*** Opening of DATA LISTING ***

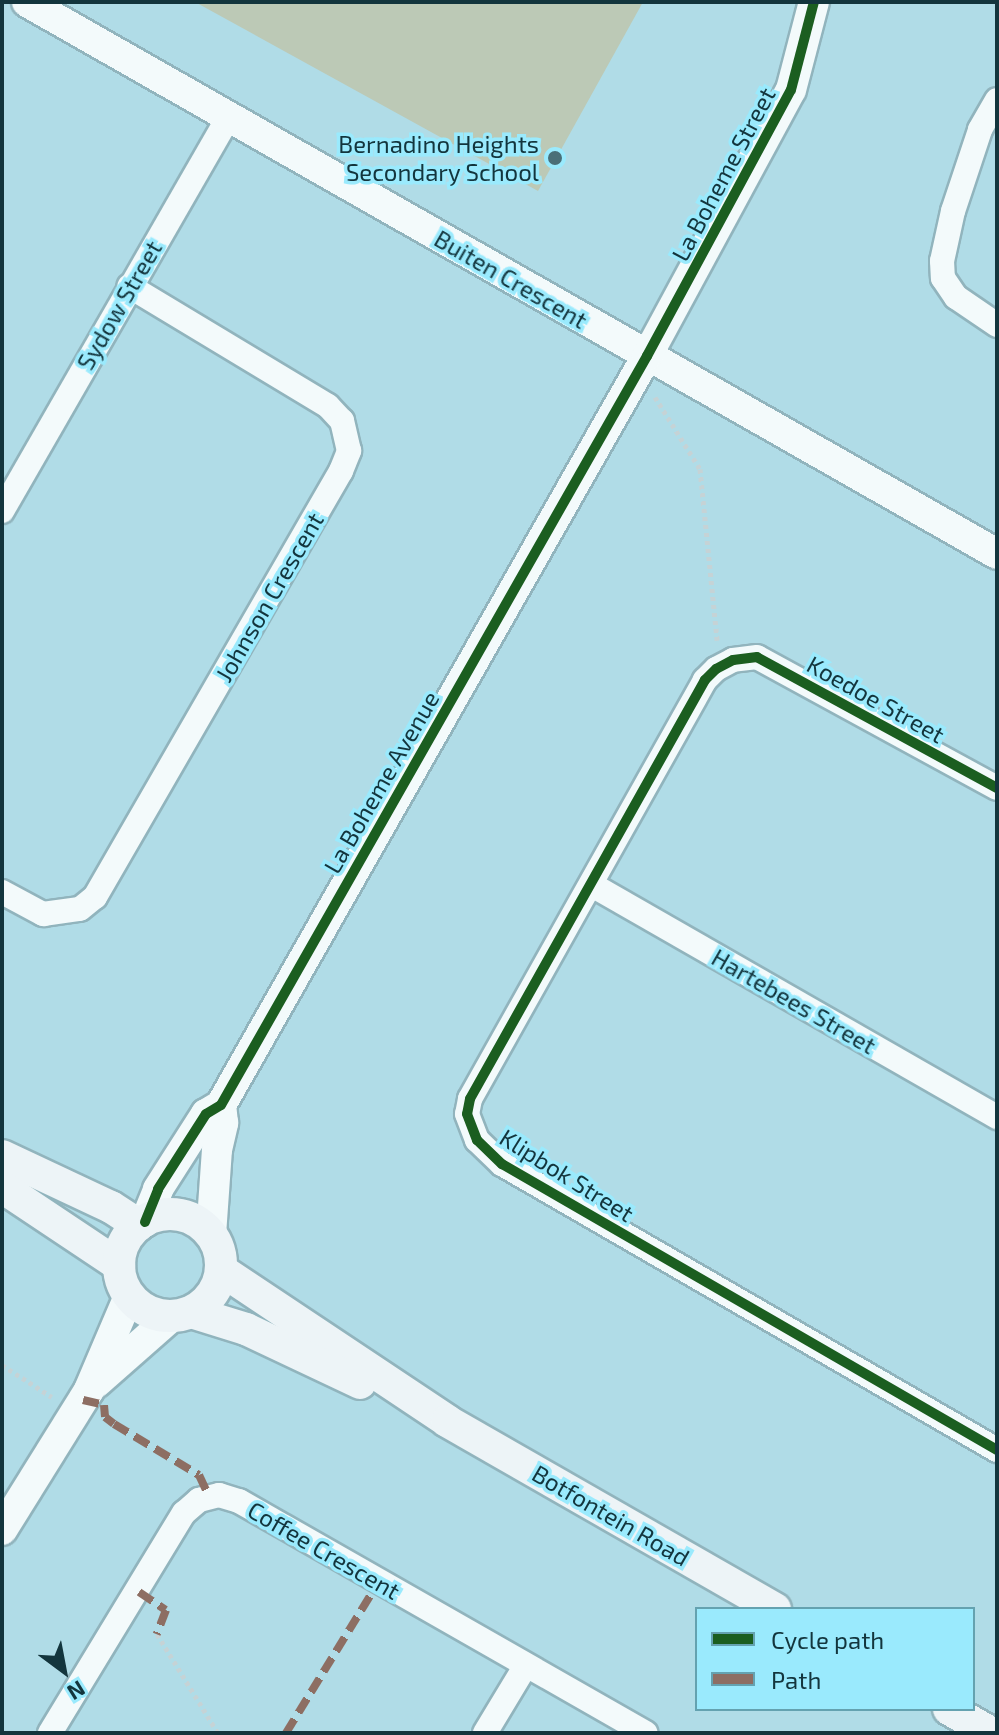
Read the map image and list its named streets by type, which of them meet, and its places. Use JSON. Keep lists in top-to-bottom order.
{
  "streets": {
    "main road": ["Botfontein Road"],
    "street": [
      "La Boheme Street",
      "Buiten Crescent",
      "Sydow Street",
      "Johnson Crescent",
      "Koedoe Street",
      "La Boheme Avenue",
      "Hartebees Street",
      "Klipbok Street",
      "Coffee Crescent"
    ]
  },
  "crossings": [
    ["La Boheme Street", "Buiten Crescent"],
    ["La Boheme Street", "La Boheme Avenue"],
    ["Buiten Crescent", "Sydow Street"],
    ["Buiten Crescent", "La Boheme Avenue"],
    ["Sydow Street", "Johnson Crescent"],
    ["Koedoe Street", "Klipbok Street"],
    ["La Boheme Avenue", "Botfontein Road"],
    ["Hartebees Street", "Klipbok Street"]
  ],
  "places": ["Bernadino Heights Secondary School"],
  "legend": ["Cycle path", "Path"],
  "north": "bottom right"
}
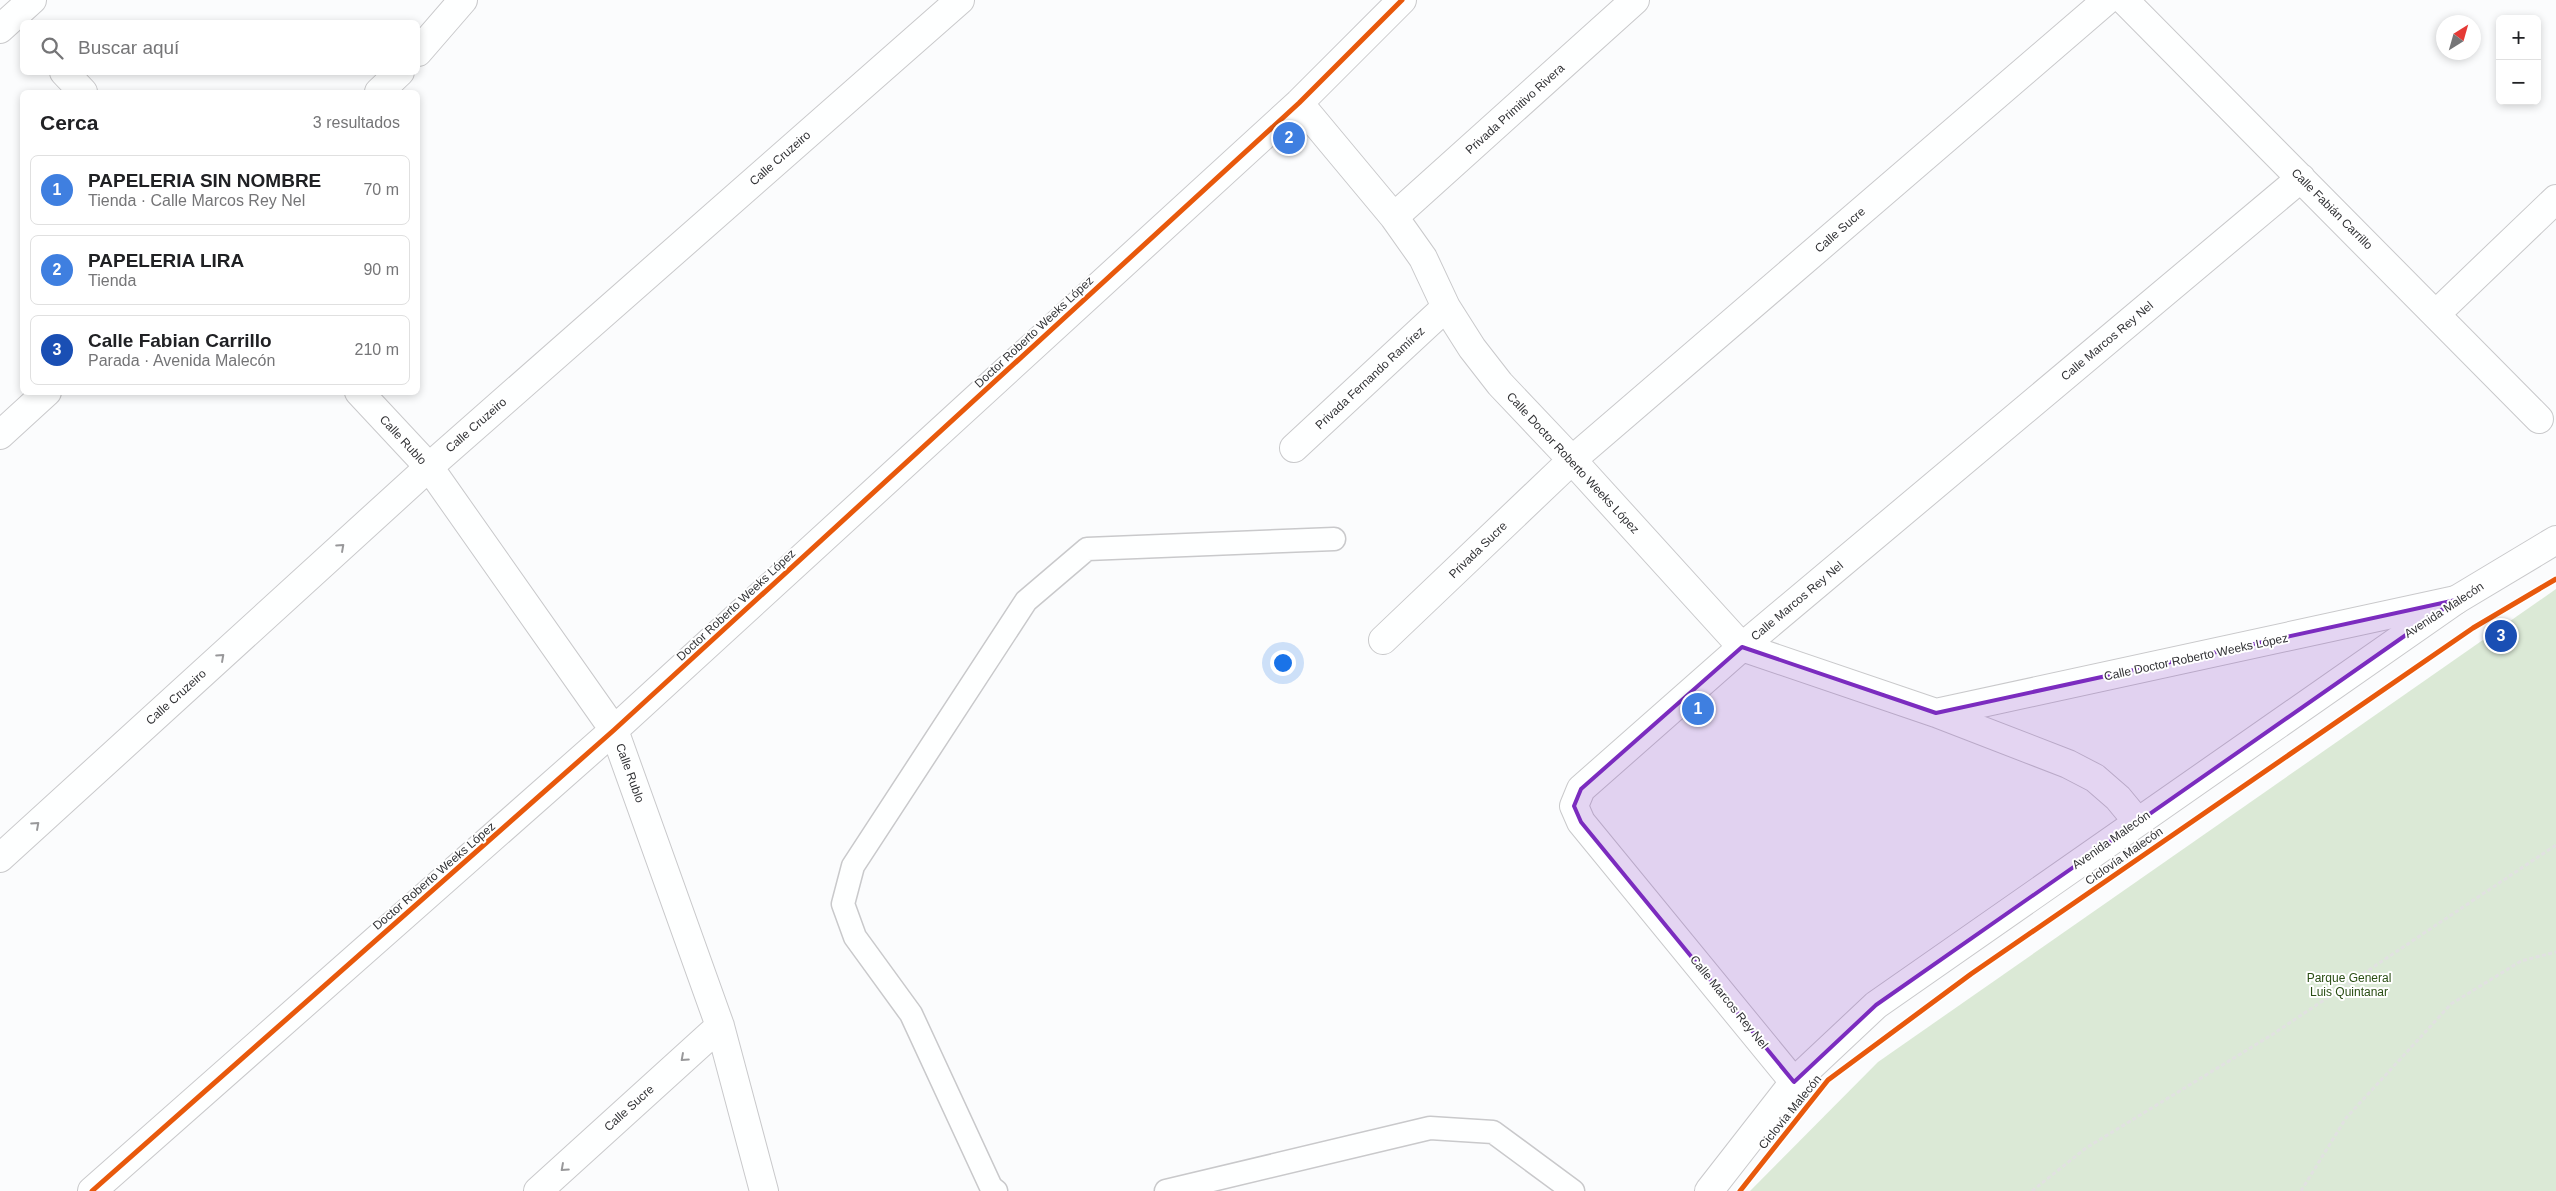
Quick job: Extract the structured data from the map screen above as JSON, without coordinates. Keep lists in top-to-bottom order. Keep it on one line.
{"streets":{"street":["Privada Primitivo Rivera","Calle Cruzeiro","Calle Fabián Carrillo","Calle Sucre","Doctor Roberto Weeks López","Calle Marcos Rey Nel","Privada Fernando Ramírez","Calle Rublo","Calle Doctor Roberto Weeks López","Privada Sucre","Avenida Malecón"],"cycle path":["Ciclovía Malecón"]},"crossings":[["Privada Primitivo Rivera","Calle Doctor Roberto Weeks López"],["Calle Cruzeiro","Calle Rublo"],["Calle Fabián Carrillo","Calle Marcos Rey Nel"],["Calle Sucre","Calle Rublo"],["Calle Sucre","Calle Doctor Roberto Weeks López"],["Calle Sucre","Privada Sucre"],["Doctor Roberto Weeks López","Calle Rublo"],["Doctor Roberto Weeks López","Calle Doctor Roberto Weeks López"],["Calle Marcos Rey Nel","Calle Doctor Roberto Weeks López"],["Calle Marcos Rey Nel","Avenida Malecón"],["Privada Fernando Ramírez","Calle Doctor Roberto Weeks López"],["Calle Doctor Roberto Weeks López","Privada Sucre"],["Calle Doctor Roberto Weeks López","Avenida Malecón"]],"one_way":["Calle Cruzeiro"],"parks":["Parque General Luis Quintanar"],"north":"top right","page":{"map_buttons":["+","−"],"search":"Buscar aquí","heading":["Cerca","3 resultados"],"pins":["2","3","1"],"list":[{"mark":"1","name":"PAPELERIA SIN NOMBRE","note":"Tienda · Calle Marcos Rey Nel","value":"70 m"},{"mark":"2","name":"PAPELERIA LIRA","note":"Tienda","value":"90 m"},{"mark":"3","name":"Calle Fabian Carrillo","note":"Parada · Avenida Malecón","value":"210 m"}]}}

*** Close of DATA LISTING ***

[EXERCISE DETAILS]: In the listing, find all lines with the string "places" and copy them.

[PROBLEM SOLUTION]:
Read the map image and list its named streets by type, which of them meet, and its places. Use JSON. Keep lists in top-to-bottom order.
  "places": ["Bernadino Heights Secondary School"],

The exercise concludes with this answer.